# WORK TASK:
Output, word for word, the span of lines that starts at the one containing "Bounding boxes for all labels, symbols and controls, the" and ends at the last line of the records.

(Collection entries)
******************************

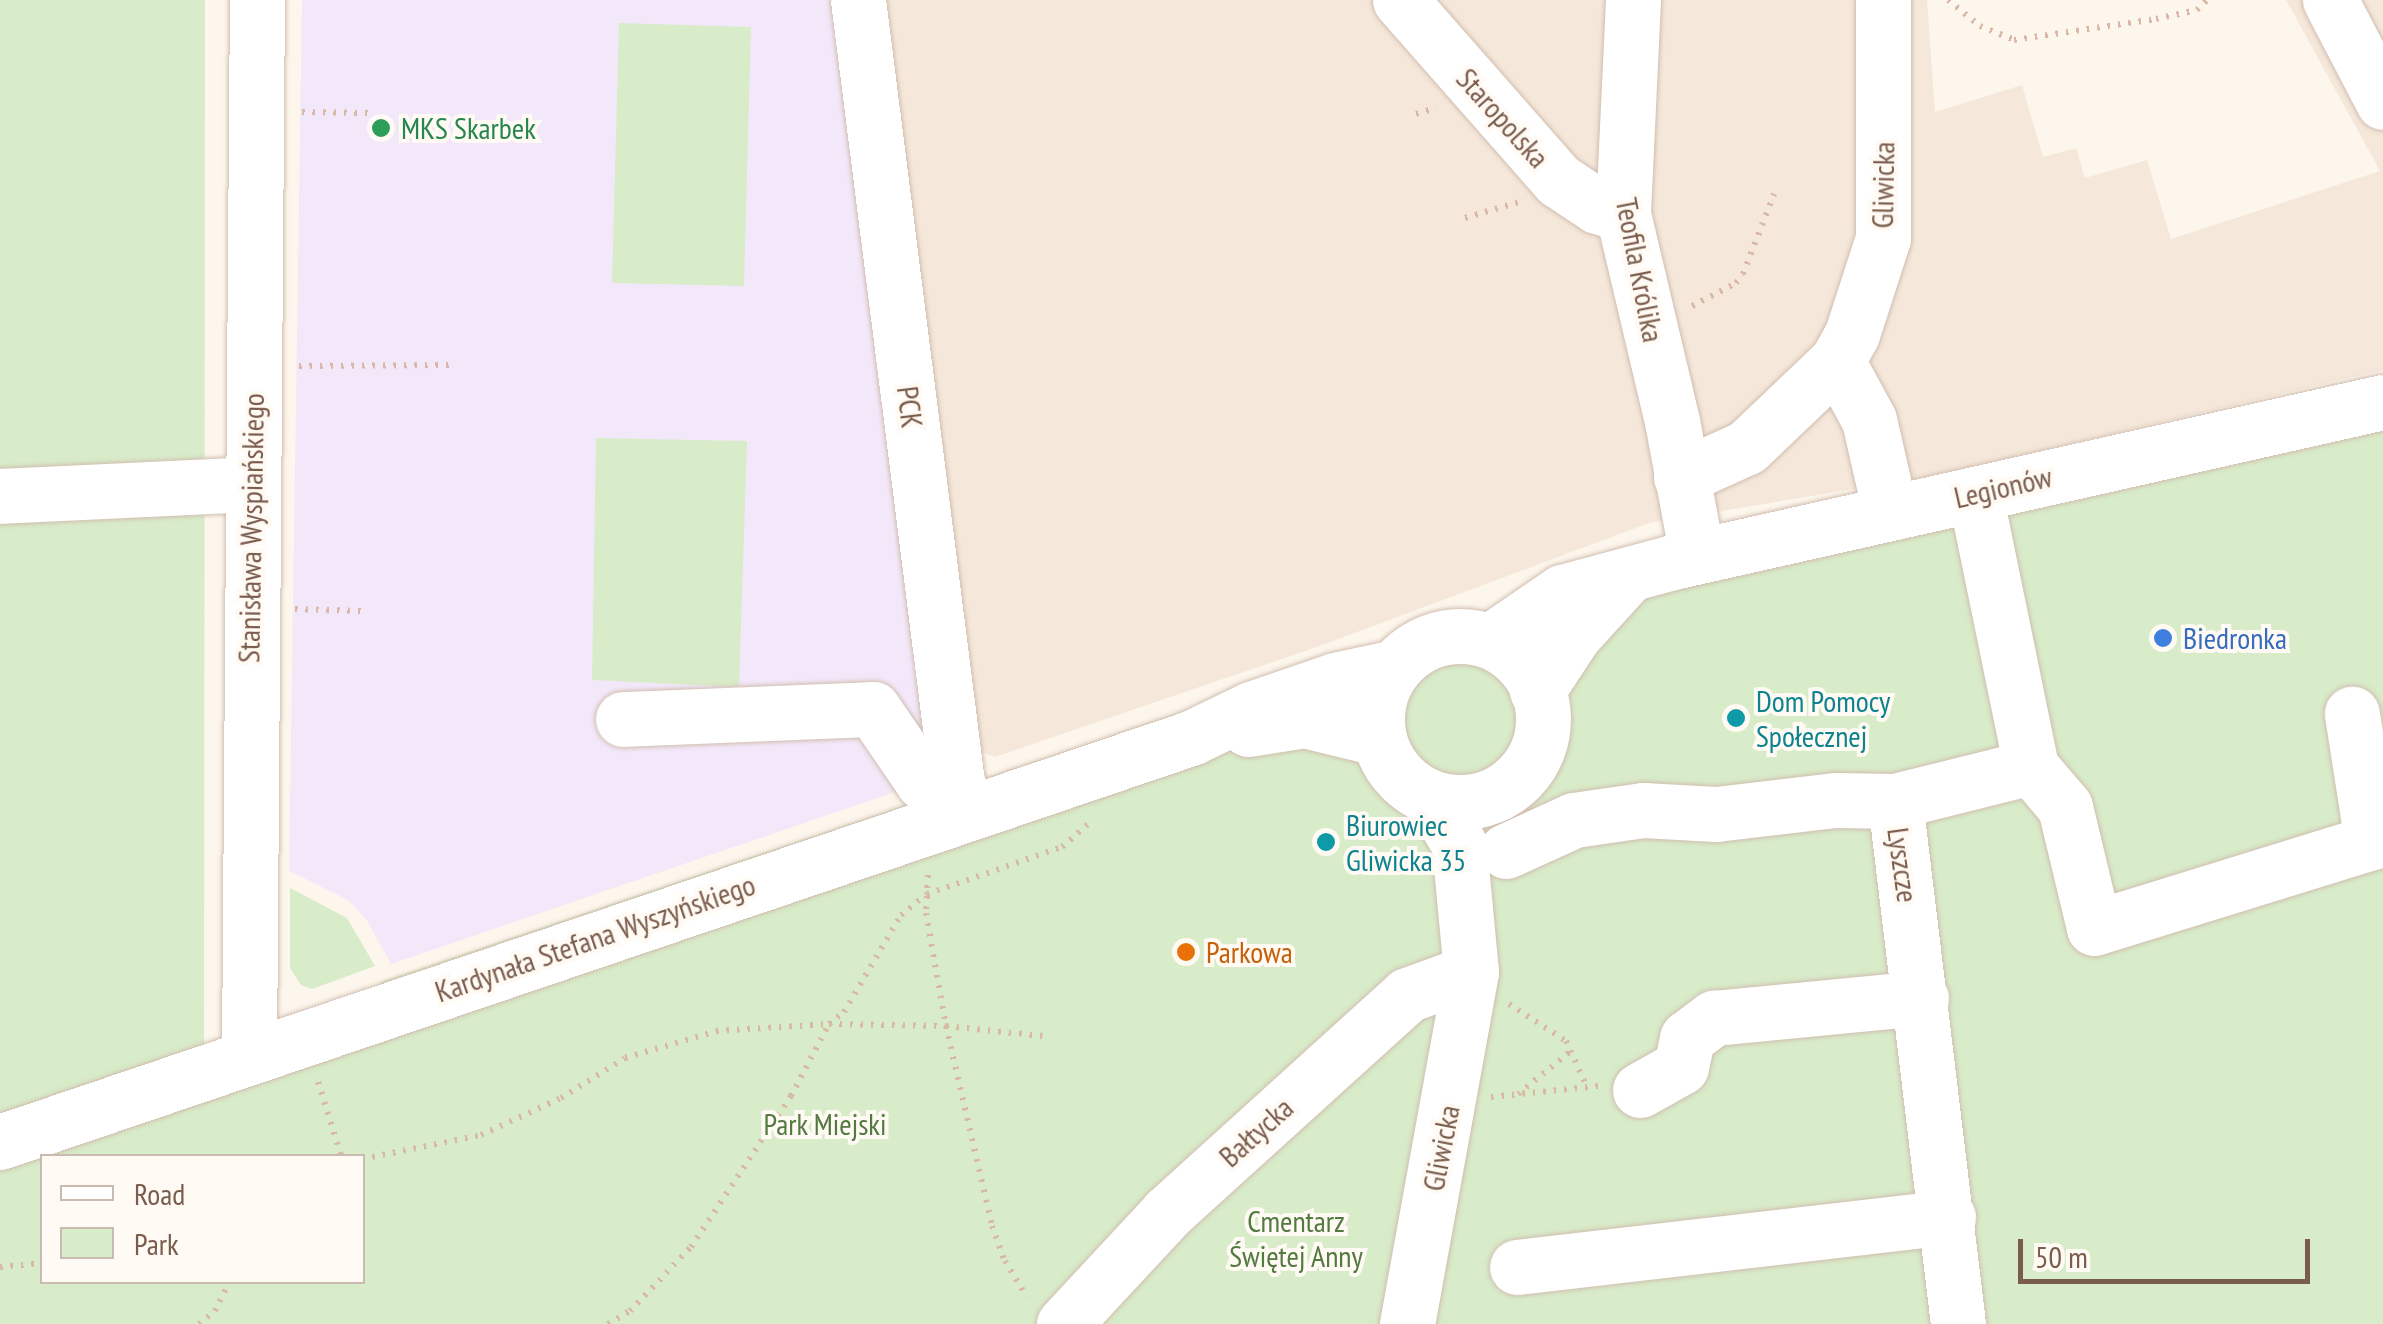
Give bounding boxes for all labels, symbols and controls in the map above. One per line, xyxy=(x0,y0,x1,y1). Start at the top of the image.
street label: Staropolska xyxy=(1449,61,1557,175)
place label: MKS Skarbek xyxy=(401,110,536,146)
marker: MKS Skarbek xyxy=(370,117,392,139)
street label: Gliwicka xyxy=(1864,141,1902,229)
street label: Teofila Królika xyxy=(1608,195,1672,345)
street label: PCK xyxy=(890,384,930,430)
street label: Stanisława Wyspiańskiego xyxy=(231,393,271,663)
street label: Legionów xyxy=(1951,458,2055,516)
place label: Biedronka xyxy=(2183,620,2287,656)
marker: Biedronka xyxy=(2152,627,2174,649)
place label: Dom Pomocy Społecznej xyxy=(1756,683,1890,754)
marker: Dom Pomocy Społecznej xyxy=(1725,707,1747,729)
place label: Biurowiec Gliwicka 35 xyxy=(1346,807,1466,878)
street label: Lyszcze xyxy=(1880,825,1926,905)
marker: Biurowiec Gliwicka 35 xyxy=(1315,831,1337,853)
street label: Kardynała Stefana Wyszyńskiego xyxy=(430,866,760,1010)
place label: Parkowa xyxy=(1206,934,1293,970)
marker: Parkowa xyxy=(1175,941,1197,963)
street label: Bałtycka xyxy=(1212,1090,1300,1174)
street label: Gliwicka xyxy=(1415,1102,1467,1194)
park label: Park Miejski xyxy=(763,1106,887,1142)
legend xyxy=(40,1154,365,1284)
text: Road xyxy=(134,1174,185,1213)
park label: Cmentarz Świętej Anny xyxy=(1229,1203,1363,1274)
scale bar xyxy=(2023,1219,2316,1281)
text: Park xyxy=(134,1224,179,1263)
text: 50 m xyxy=(2035,1237,2088,1276)

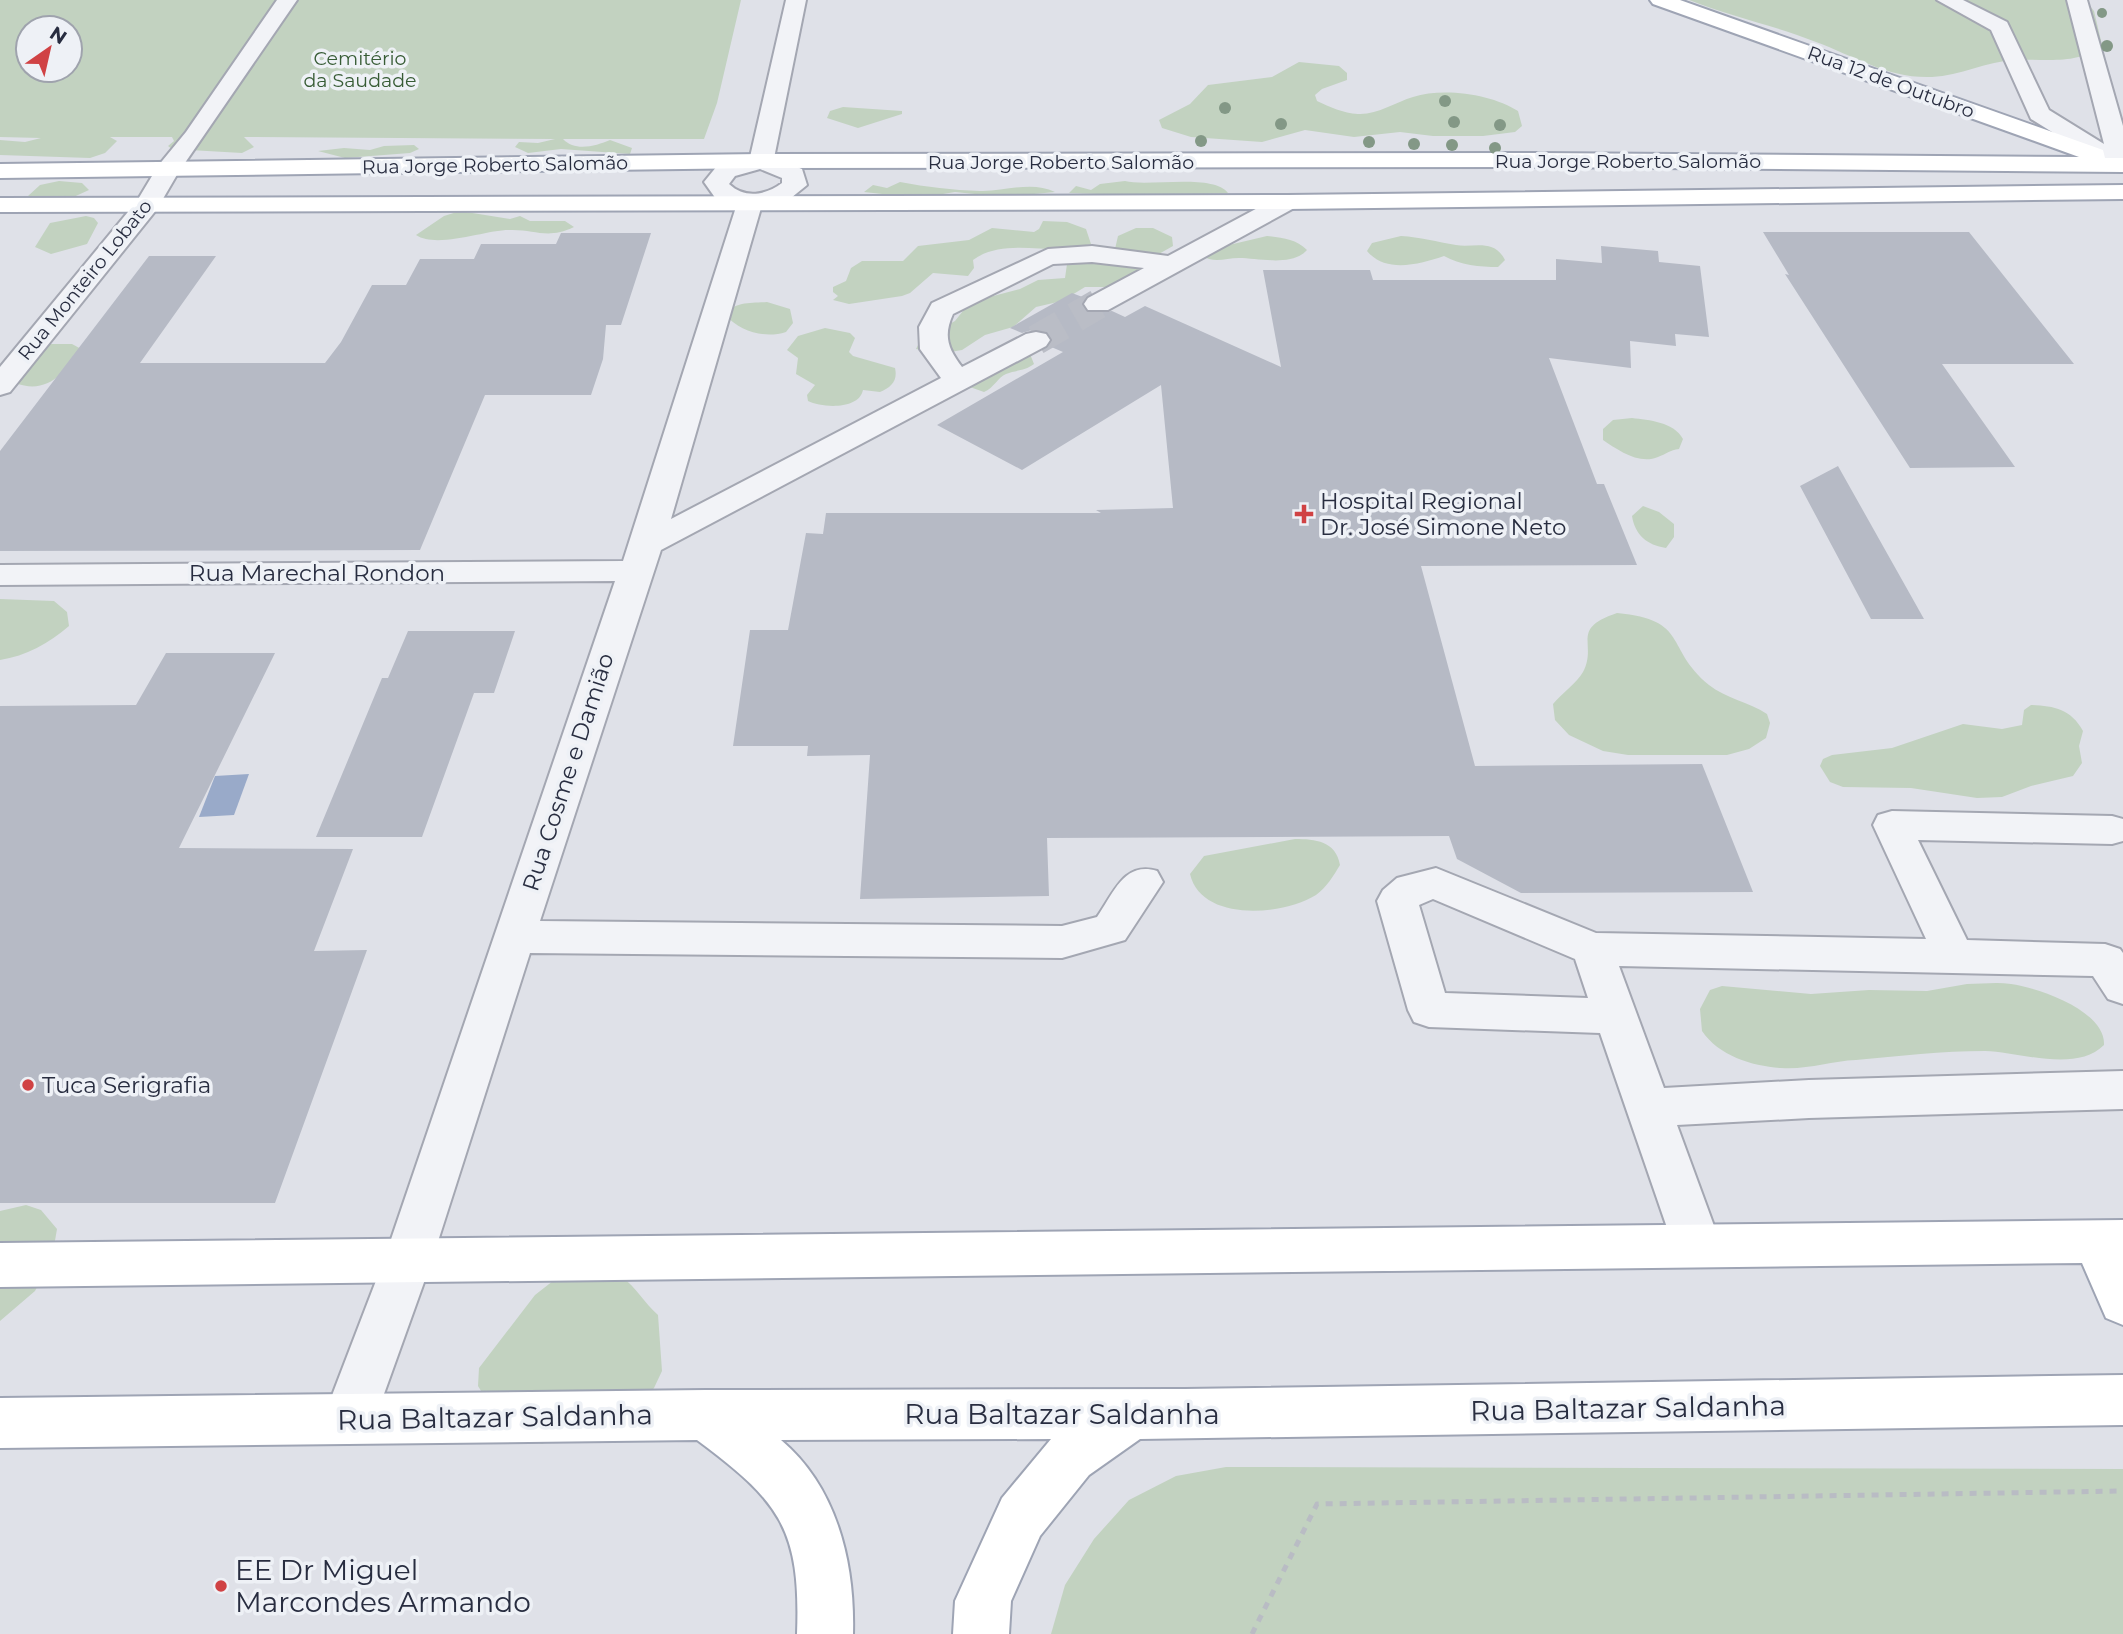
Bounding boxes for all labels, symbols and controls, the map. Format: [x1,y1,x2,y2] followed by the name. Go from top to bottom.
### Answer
[14,14,84,84] north arrow
[45,21,71,49] text: N
[1804,41,1978,123] street label: Rua 12 de Outubro
[303,47,417,92] park label: Cemitério da Saudade
[1495,150,1761,173] street label: Rua Jorge Roberto Salomão
[362,151,628,179] street label: Rua Jorge Roberto Salomão
[928,151,1194,174] street label: Rua Jorge Roberto Salomão
[13,195,157,365] street label: Rua Monteiro Lobato
[1320,487,1567,541] place label: Hospital Regional Dr. José Simone Neto
[1294,504,1314,524] marker: Hospital Regional Dr. José Simone Neto
[189,559,445,587] street label: Rua Marechal Rondon
[516,650,620,894] street label: Rua Cosme e Damião
[42,1071,211,1099] place label: Tuca Serigrafia
[20,1077,36,1093] marker: Tuca Serigrafia
[1470,1388,1786,1428] street label: Rua Baltazar Saldanha
[337,1397,653,1437] street label: Rua Baltazar Saldanha
[904,1397,1220,1431] street label: Rua Baltazar Saldanha
[235,1553,531,1619] place label: EE Dr Miguel Marcondes Armando
[213,1578,229,1594] marker: EE Dr Miguel Marcondes Armando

******************************

# THE COMPLETED TASK:
Bounding boxes for all labels, symbols and controls, the map. Format: [x1,y1,x2,y2] followed by the name. Go from top to bottom.
### Answer
[14,14,84,84] north arrow
[45,21,71,49] text: N
[1804,41,1978,123] street label: Rua 12 de Outubro
[303,47,417,92] park label: Cemitério da Saudade
[1495,150,1761,173] street label: Rua Jorge Roberto Salomão
[362,151,628,179] street label: Rua Jorge Roberto Salomão
[928,151,1194,174] street label: Rua Jorge Roberto Salomão
[13,195,157,365] street label: Rua Monteiro Lobato
[1320,487,1567,541] place label: Hospital Regional Dr. José Simone Neto
[1294,504,1314,524] marker: Hospital Regional Dr. José Simone Neto
[189,559,445,587] street label: Rua Marechal Rondon
[516,650,620,894] street label: Rua Cosme e Damião
[42,1071,211,1099] place label: Tuca Serigrafia
[20,1077,36,1093] marker: Tuca Serigrafia
[1470,1388,1786,1428] street label: Rua Baltazar Saldanha
[337,1397,653,1437] street label: Rua Baltazar Saldanha
[904,1397,1220,1431] street label: Rua Baltazar Saldanha
[235,1553,531,1619] place label: EE Dr Miguel Marcondes Armando
[213,1578,229,1594] marker: EE Dr Miguel Marcondes Armando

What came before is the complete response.